** Data follows **
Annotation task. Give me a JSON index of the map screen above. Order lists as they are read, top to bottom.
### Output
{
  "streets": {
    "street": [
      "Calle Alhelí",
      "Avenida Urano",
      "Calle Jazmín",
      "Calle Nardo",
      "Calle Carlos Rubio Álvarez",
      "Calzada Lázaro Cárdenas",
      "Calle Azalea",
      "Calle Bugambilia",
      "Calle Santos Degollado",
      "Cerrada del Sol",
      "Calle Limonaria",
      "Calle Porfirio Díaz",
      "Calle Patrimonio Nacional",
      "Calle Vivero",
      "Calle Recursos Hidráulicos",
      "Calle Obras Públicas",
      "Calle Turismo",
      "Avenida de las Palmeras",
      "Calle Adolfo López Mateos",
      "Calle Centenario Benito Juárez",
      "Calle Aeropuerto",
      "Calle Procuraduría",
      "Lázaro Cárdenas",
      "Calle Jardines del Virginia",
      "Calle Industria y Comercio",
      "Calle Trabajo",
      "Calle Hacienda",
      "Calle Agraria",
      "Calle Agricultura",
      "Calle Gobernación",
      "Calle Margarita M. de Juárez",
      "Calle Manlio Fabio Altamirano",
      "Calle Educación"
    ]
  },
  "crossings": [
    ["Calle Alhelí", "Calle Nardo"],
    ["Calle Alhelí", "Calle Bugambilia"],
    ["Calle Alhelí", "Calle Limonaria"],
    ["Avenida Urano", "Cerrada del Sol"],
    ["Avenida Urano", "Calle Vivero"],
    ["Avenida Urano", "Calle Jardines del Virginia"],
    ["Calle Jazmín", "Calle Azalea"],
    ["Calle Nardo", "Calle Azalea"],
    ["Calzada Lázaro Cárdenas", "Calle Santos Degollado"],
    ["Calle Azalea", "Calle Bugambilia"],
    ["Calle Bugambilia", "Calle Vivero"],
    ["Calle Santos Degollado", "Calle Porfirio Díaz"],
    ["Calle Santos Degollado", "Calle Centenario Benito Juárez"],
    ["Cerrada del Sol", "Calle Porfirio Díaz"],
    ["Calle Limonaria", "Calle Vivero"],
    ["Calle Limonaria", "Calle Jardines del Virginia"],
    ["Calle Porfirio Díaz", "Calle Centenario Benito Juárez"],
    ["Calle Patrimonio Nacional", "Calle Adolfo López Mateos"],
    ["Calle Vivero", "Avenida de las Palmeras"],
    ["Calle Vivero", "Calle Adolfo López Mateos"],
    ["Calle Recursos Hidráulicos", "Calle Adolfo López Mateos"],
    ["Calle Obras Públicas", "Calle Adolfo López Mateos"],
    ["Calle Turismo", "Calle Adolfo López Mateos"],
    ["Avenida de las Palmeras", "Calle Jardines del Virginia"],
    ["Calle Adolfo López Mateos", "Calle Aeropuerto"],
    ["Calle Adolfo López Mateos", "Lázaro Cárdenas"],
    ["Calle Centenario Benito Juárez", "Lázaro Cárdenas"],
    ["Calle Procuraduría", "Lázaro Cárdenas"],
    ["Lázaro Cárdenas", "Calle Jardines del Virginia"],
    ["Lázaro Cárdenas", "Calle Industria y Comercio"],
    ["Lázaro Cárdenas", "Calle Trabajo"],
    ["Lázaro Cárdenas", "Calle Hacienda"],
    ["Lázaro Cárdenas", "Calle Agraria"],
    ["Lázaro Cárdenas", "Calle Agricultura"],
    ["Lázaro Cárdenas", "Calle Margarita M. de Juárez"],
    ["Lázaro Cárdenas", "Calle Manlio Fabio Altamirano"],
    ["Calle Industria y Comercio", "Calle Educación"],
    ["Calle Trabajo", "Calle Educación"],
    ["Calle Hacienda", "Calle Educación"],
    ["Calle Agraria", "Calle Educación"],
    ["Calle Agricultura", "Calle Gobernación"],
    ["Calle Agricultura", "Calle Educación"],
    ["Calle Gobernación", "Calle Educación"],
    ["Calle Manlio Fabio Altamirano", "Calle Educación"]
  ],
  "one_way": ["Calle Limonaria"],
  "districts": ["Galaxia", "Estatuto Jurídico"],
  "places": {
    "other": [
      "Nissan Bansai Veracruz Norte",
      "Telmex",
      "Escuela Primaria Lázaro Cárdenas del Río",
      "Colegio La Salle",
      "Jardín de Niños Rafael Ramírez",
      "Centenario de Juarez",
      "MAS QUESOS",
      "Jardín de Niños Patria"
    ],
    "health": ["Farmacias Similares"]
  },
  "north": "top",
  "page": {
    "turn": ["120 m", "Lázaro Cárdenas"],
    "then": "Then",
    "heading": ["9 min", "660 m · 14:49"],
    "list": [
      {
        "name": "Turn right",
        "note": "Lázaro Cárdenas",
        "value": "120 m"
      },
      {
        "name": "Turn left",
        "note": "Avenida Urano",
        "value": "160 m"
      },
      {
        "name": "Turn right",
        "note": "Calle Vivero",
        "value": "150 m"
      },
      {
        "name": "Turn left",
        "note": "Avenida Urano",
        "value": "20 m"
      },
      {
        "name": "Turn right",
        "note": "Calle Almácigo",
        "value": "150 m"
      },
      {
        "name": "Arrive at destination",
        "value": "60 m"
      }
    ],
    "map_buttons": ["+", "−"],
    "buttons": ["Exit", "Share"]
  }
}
** End of Data **
■ Problem to solve
In the records, which lines mention the word "Palmeras"? Copy those lines.

■ Solution to this exercise
      "Avenida de las Palmeras",
    ["Calle Vivero", "Avenida de las Palmeras"],
    ["Avenida de las Palmeras", "Calle Jardines del Virginia"],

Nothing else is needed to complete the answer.